Reviewed by Richard F. Lockey, M.D., Editor-In-Chief

1. DIFFERENCES IN AIRWAY REMODELING BETWEEN SUBJECTS WITH SEVERE AND MODERATE ASTHMA
These authors obtained endobronchial biopsy specimens from 15 subjects with severe and 13 subjects with moderately severe asthma. They found that the airway smooth muscle area (SMA) was greater in subjects with severe than moderate asthma and the distance between the epithelial and airway SMA layers was less in the severe group. Subepithelial fibrosis was greater in subjects with severe asthma but statistically insignificant. IL-8 and eotaxin but not RANTES expression were increased in SMA of severe asthmatics compared to moderate asthmatics. Smooth muscle alteration is the key structural change associated with remodeling. Editor's comment: Patients with severe asthma may have more remodeling than those with less severe asthma. Pepe C, et al. J Allergy Clin Immunol 2005; 116: 544.
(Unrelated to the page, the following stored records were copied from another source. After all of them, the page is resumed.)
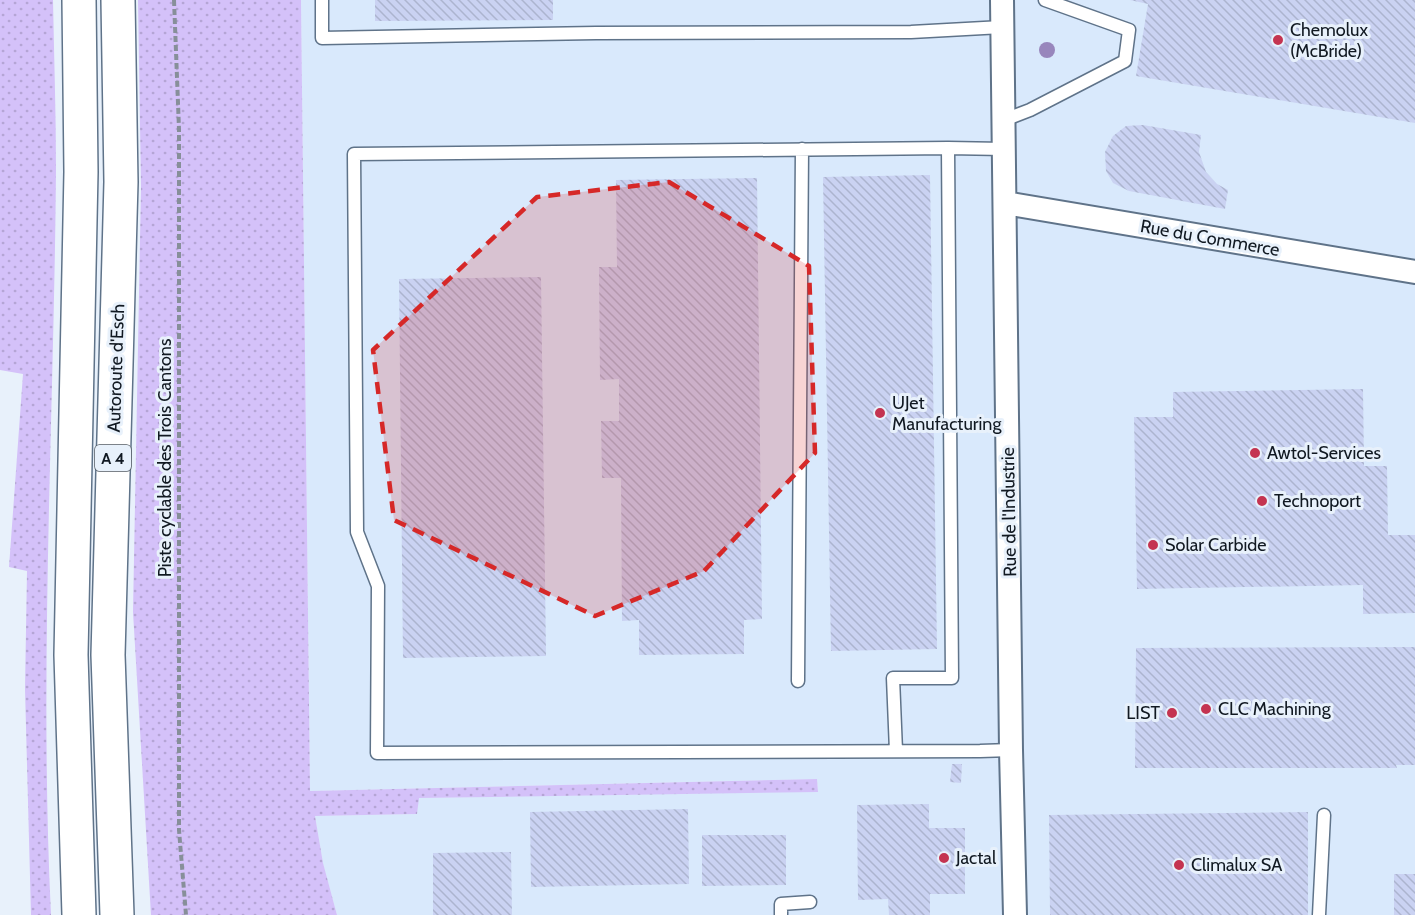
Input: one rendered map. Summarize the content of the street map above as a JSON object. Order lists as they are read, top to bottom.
{
  "streets": {
    "highway": ["Autoroute d'Esch", "A 4"],
    "street": ["Rue du Commerce", "Rue de l'Industrie"],
    "path": ["Piste cyclable des Trois Cantons"]
  },
  "crossings": [
    ["Rue du Commerce", "Rue de l'Industrie"],
    ["Autoroute d'Esch", "A 4"]
  ],
  "places": [
    "Chemolux (McBride)",
    "UJet Manufacturing",
    "Awtol-Services",
    "Technoport",
    "Solar Carbide",
    "CLC Machining",
    "LIST",
    "Jactal",
    "Climalux SA"
  ]
}
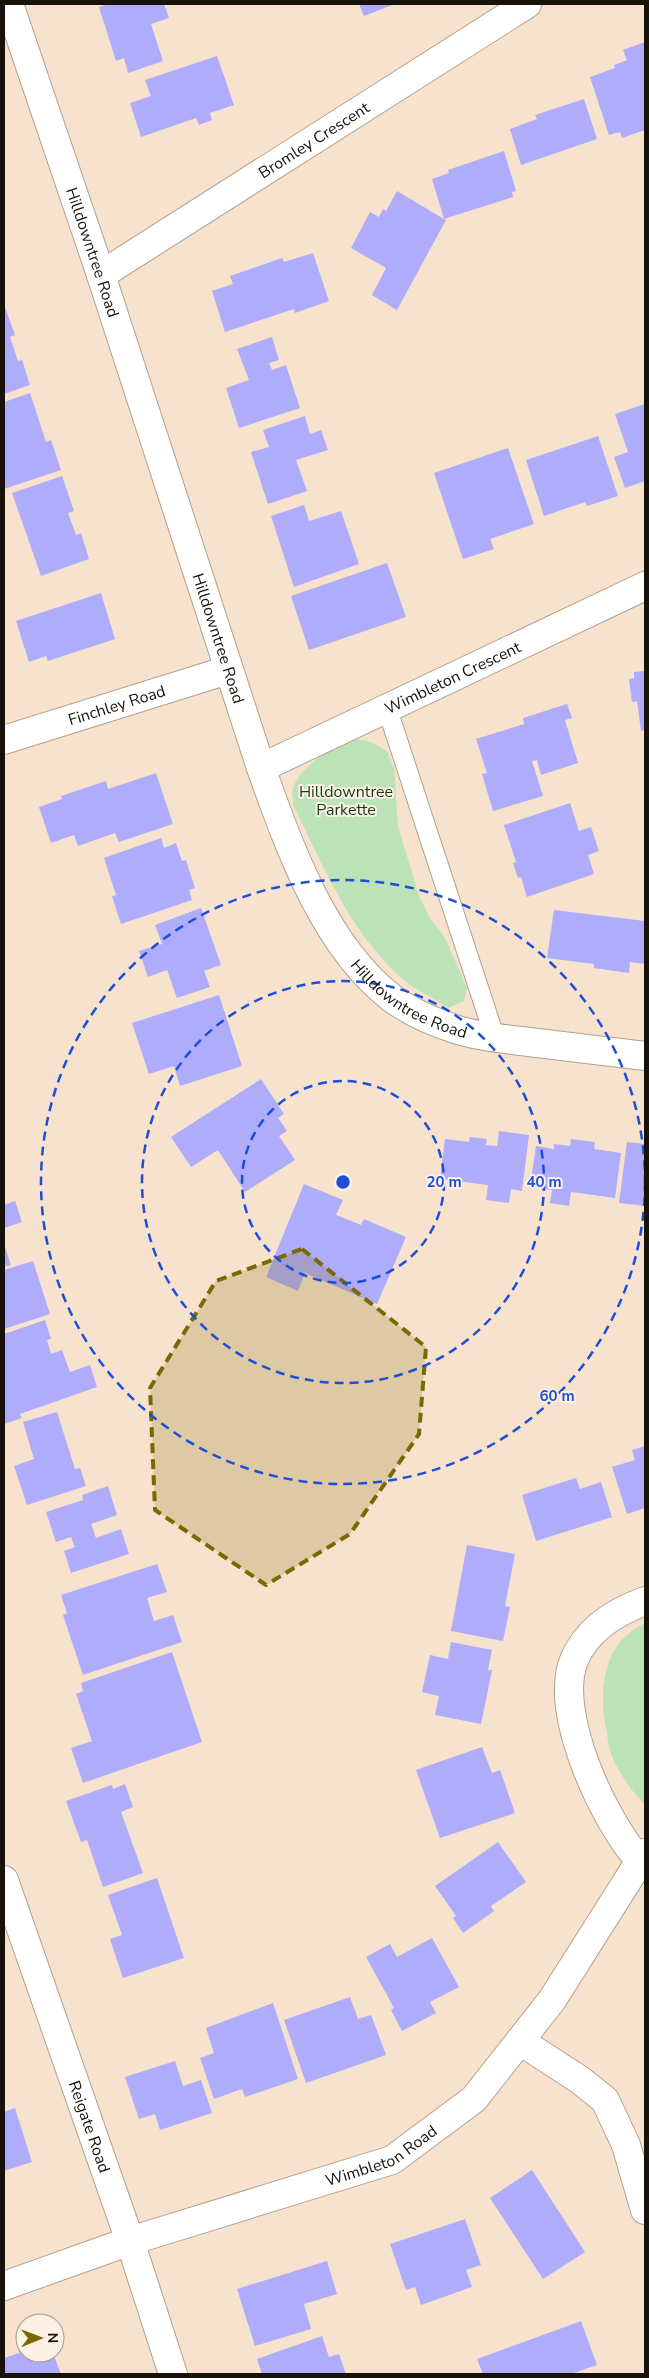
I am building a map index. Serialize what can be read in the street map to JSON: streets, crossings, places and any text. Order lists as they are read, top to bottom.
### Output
{
  "streets": {
    "street": [
      "Bromley Crescent",
      "Hilldowntree Road",
      "Wimbleton Crescent",
      "Finchley Road",
      "Reigate Road",
      "Wimbleton Road"
    ]
  },
  "crossings": [
    ["Bromley Crescent", "Hilldowntree Road"],
    ["Hilldowntree Road", "Wimbleton Crescent"],
    ["Hilldowntree Road", "Finchley Road"],
    ["Reigate Road", "Wimbleton Road"]
  ],
  "parks": ["Hilldowntree Parkette"],
  "north": "right",
  "rings": ["20 m", "40 m", "60 m"]
}
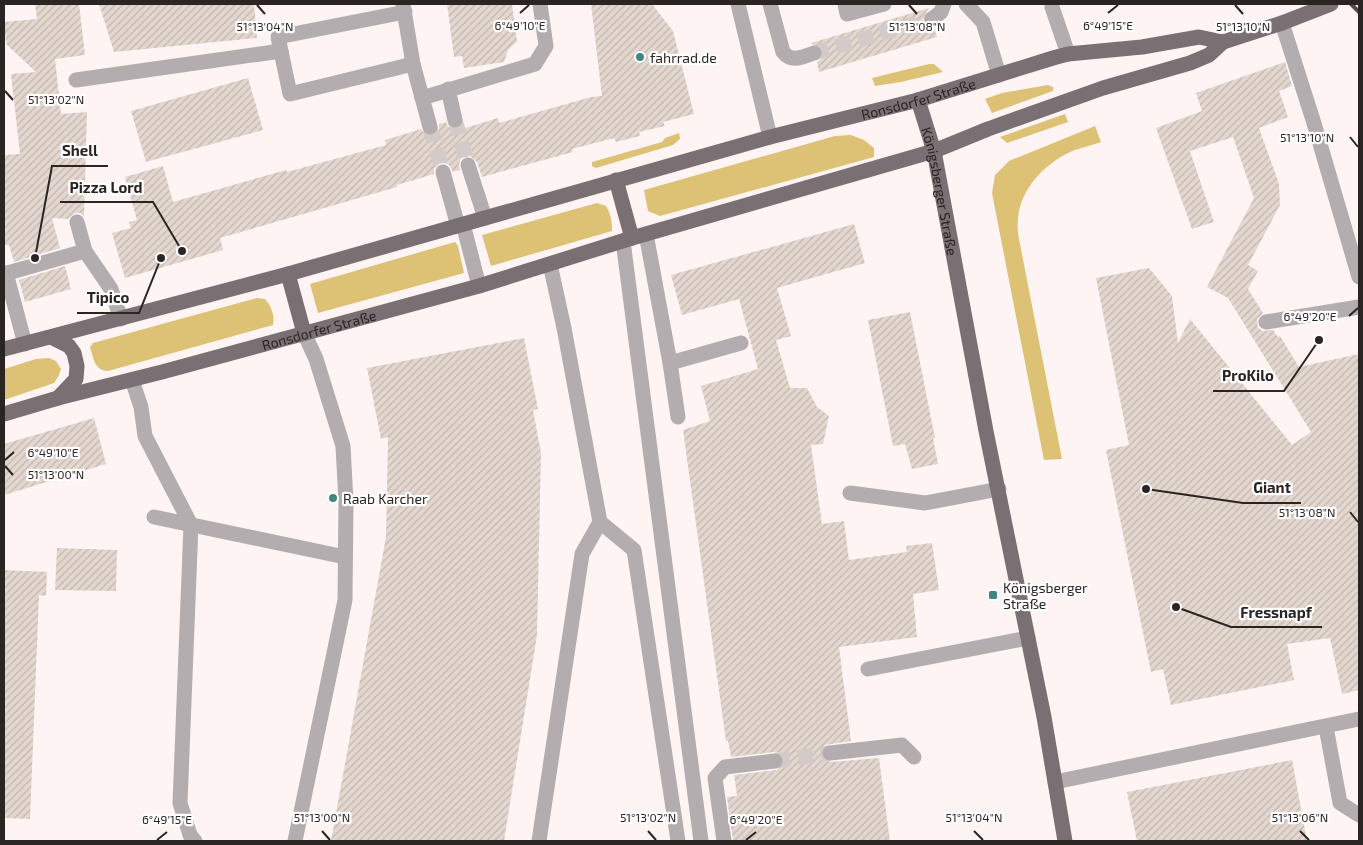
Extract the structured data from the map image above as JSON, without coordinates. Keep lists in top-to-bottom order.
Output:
{
  "streets": {
    "main road": ["Ronsdorfer Straße", "Königsberger Straße"]
  },
  "crossings": [
    ["Ronsdorfer Straße", "Königsberger Straße"]
  ],
  "places": {
    "other": [
      "fahrrad.de",
      "Pizza Lord",
      "Shell",
      "Tipico",
      "ProKilo",
      "Giant",
      "Raab Karcher",
      "Fressnapf"
    ],
    "transit": ["Königsberger Straße"]
  },
  "coordinates": [
    "6°49'10\"E",
    "6°49'15\"E",
    "51°13'04\"N",
    "51°13'10\"N",
    "51°13'08\"N",
    "51°13'02\"N",
    "6°49'20\"E",
    "51°13'00\"N",
    "51°13'06\"N"
  ]
}
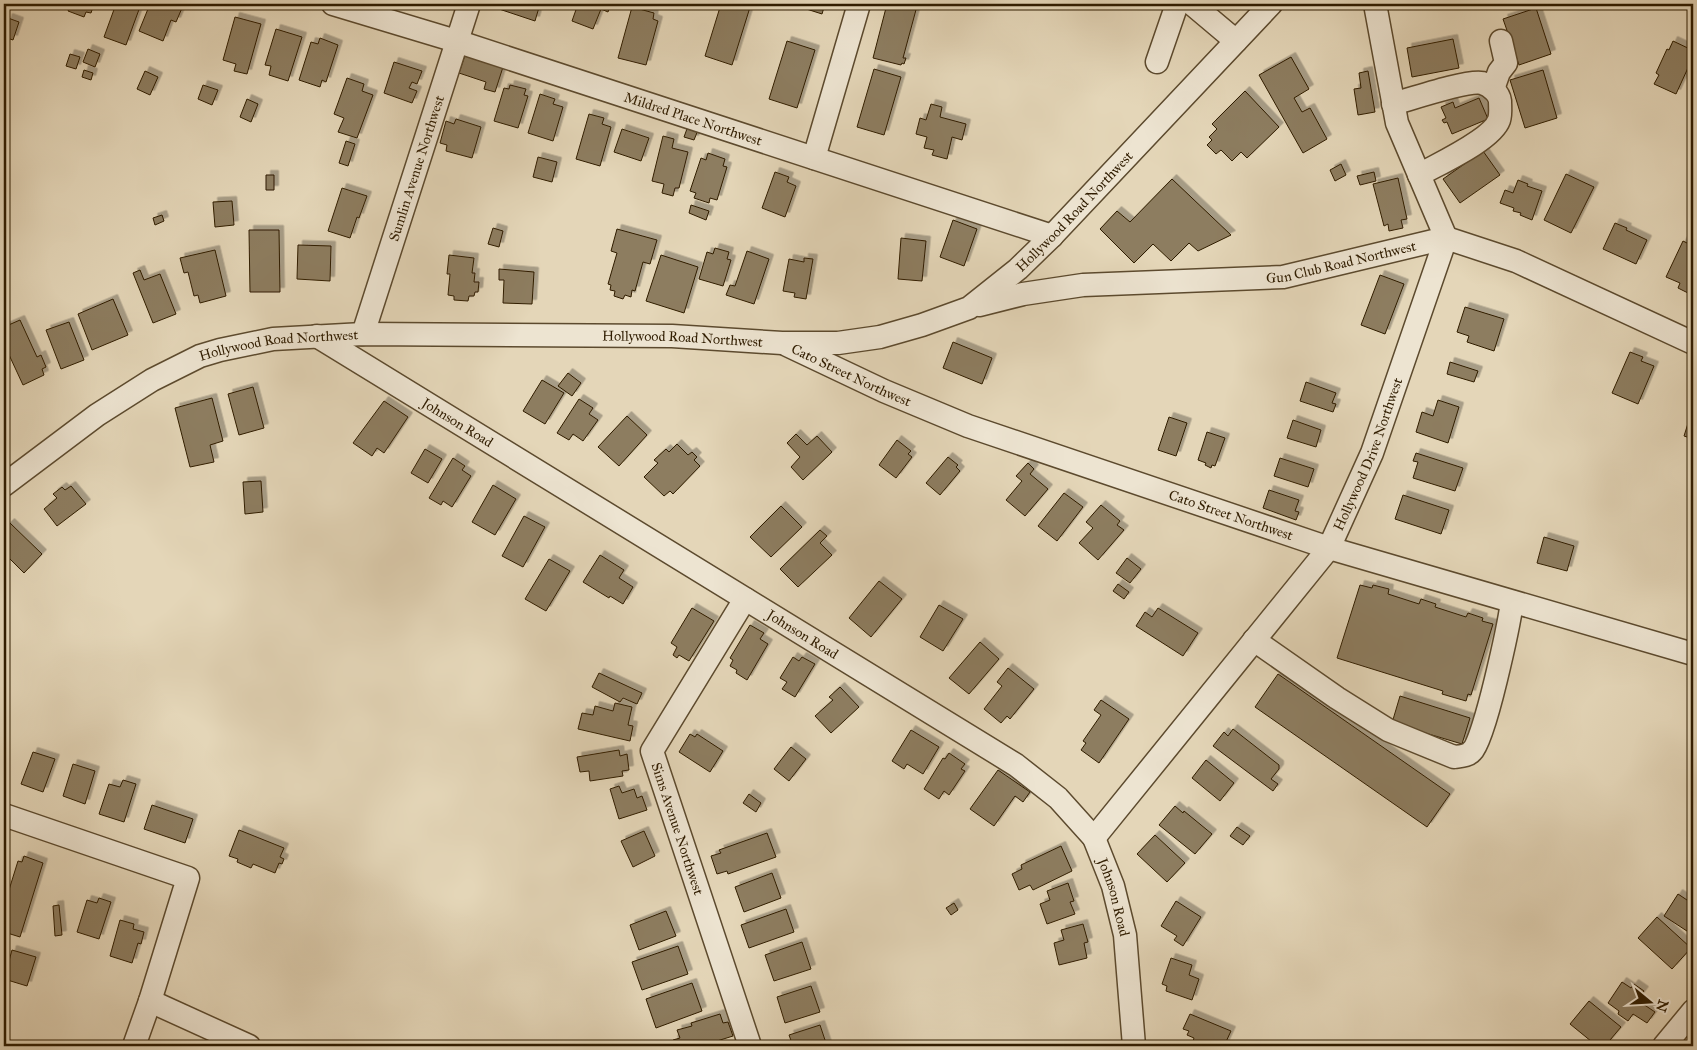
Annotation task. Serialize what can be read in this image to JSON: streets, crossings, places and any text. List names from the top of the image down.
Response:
{
  "streets": {
    "street": [
      "Mildred Place Northwest",
      "Sumlin Avenue Northwest",
      "Hollywood Road Northwest",
      "Gun Club Road Northwest",
      "Cato Street Northwest",
      "Johnson Road",
      "Hollywood Drive Northwest",
      "Sims Avenue Northwest"
    ]
  },
  "crossings": [
    ["Mildred Place Northwest", "Sumlin Avenue Northwest"],
    ["Mildred Place Northwest", "Hollywood Road Northwest"],
    ["Sumlin Avenue Northwest", "Hollywood Road Northwest"],
    ["Hollywood Road Northwest", "Gun Club Road Northwest"],
    ["Hollywood Road Northwest", "Cato Street Northwest"],
    ["Hollywood Road Northwest", "Johnson Road"],
    ["Gun Club Road Northwest", "Hollywood Drive Northwest"],
    ["Cato Street Northwest", "Hollywood Drive Northwest"],
    ["Johnson Road", "Hollywood Drive Northwest"],
    ["Johnson Road", "Sims Avenue Northwest"]
  ],
  "north": "right"
}
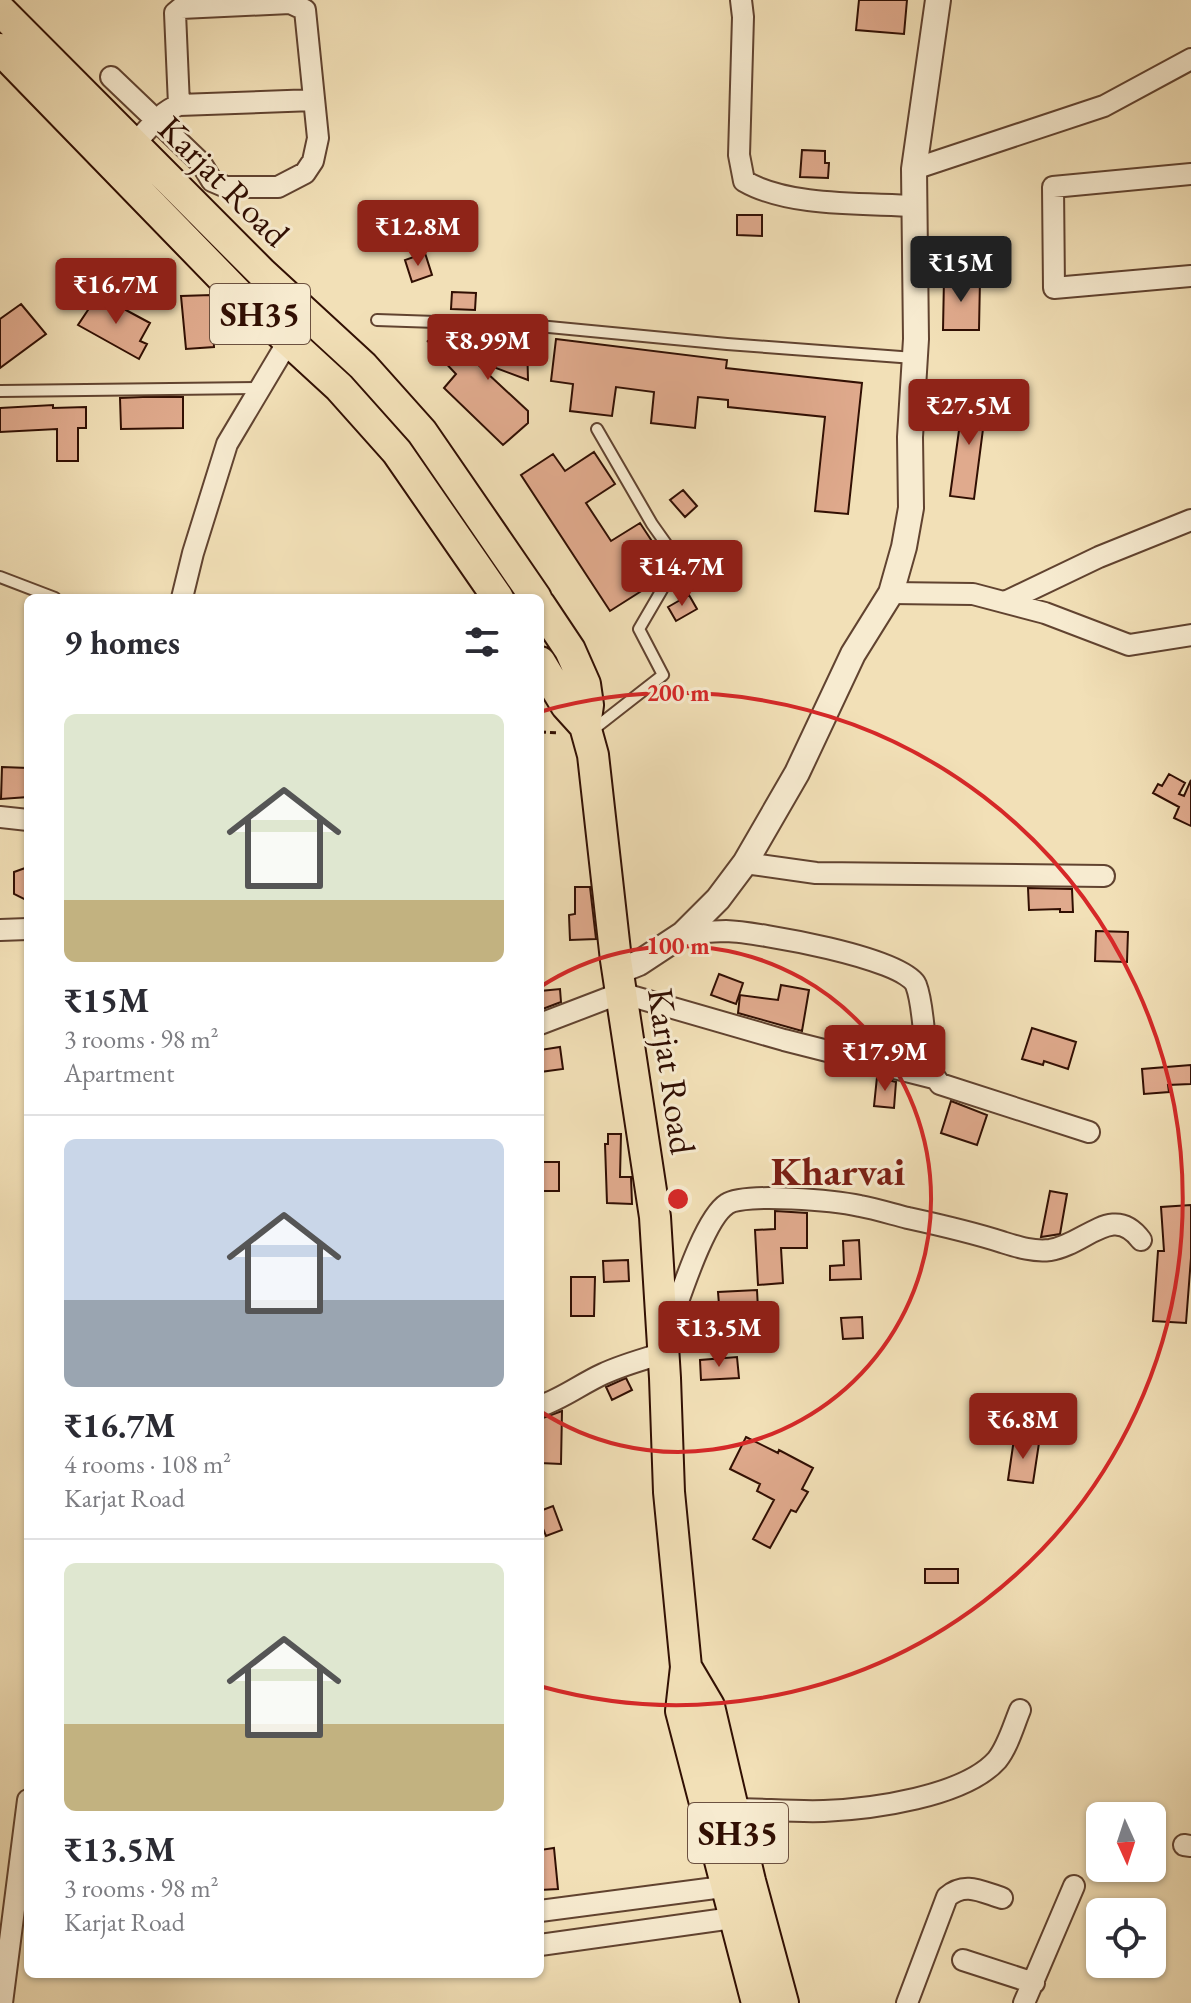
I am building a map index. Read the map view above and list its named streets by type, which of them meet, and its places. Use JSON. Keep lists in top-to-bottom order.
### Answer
{
  "streets": {
    "main road": ["Karjat Road", "SH35"]
  },
  "districts": ["Kharvai"],
  "north": "bottom",
  "page": {
    "price": [
      "₹12.8M",
      "₹15M",
      "₹16.7M",
      "₹8.99M",
      "₹27.5M",
      "₹14.7M",
      "₹17.9M",
      "₹13.5M",
      "₹6.8M"
    ],
    "heading": "9 homes",
    "list": [
      {
        "name": "₹15M",
        "note": "3 rooms · 98 m² · Apartment"
      },
      {
        "name": "₹16.7M",
        "note": "4 rooms · 108 m² · Karjat Road"
      },
      {
        "name": "₹13.5M",
        "note": "3 rooms · 98 m² · Karjat Road"
      }
    ]
  },
  "rings": ["200 m", "100 m"]
}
2. DOES GERD TREATMENT IMPROVE ASTHMA OUTCOMES?
Two-hundred seven patients in a multicenter, double-blind, randomized, placebo-controlled trial received usual asthma care including an inhaled corticosteroid (ICS). Patients had acid reflux symptoms and moderate-to-severe persistent asthma and either received lansoprazole, 30 mg bid, or placebo, bid, for 24 weeks. Daily asthma symptoms, albuterol use, peak expiratory flow, FEV1, FVC, and investigator assessed asthma symptoms at 24 weeks did not improve with treatment vs placebo. However, asthma quality of life improved and the treated group had less exacerbations and oral corticosteroid exacerbations. Editor's comment: Treatment of GERDmatters in asthma outcomes. Littner MR, et al. Chest 2005; 128: 1128.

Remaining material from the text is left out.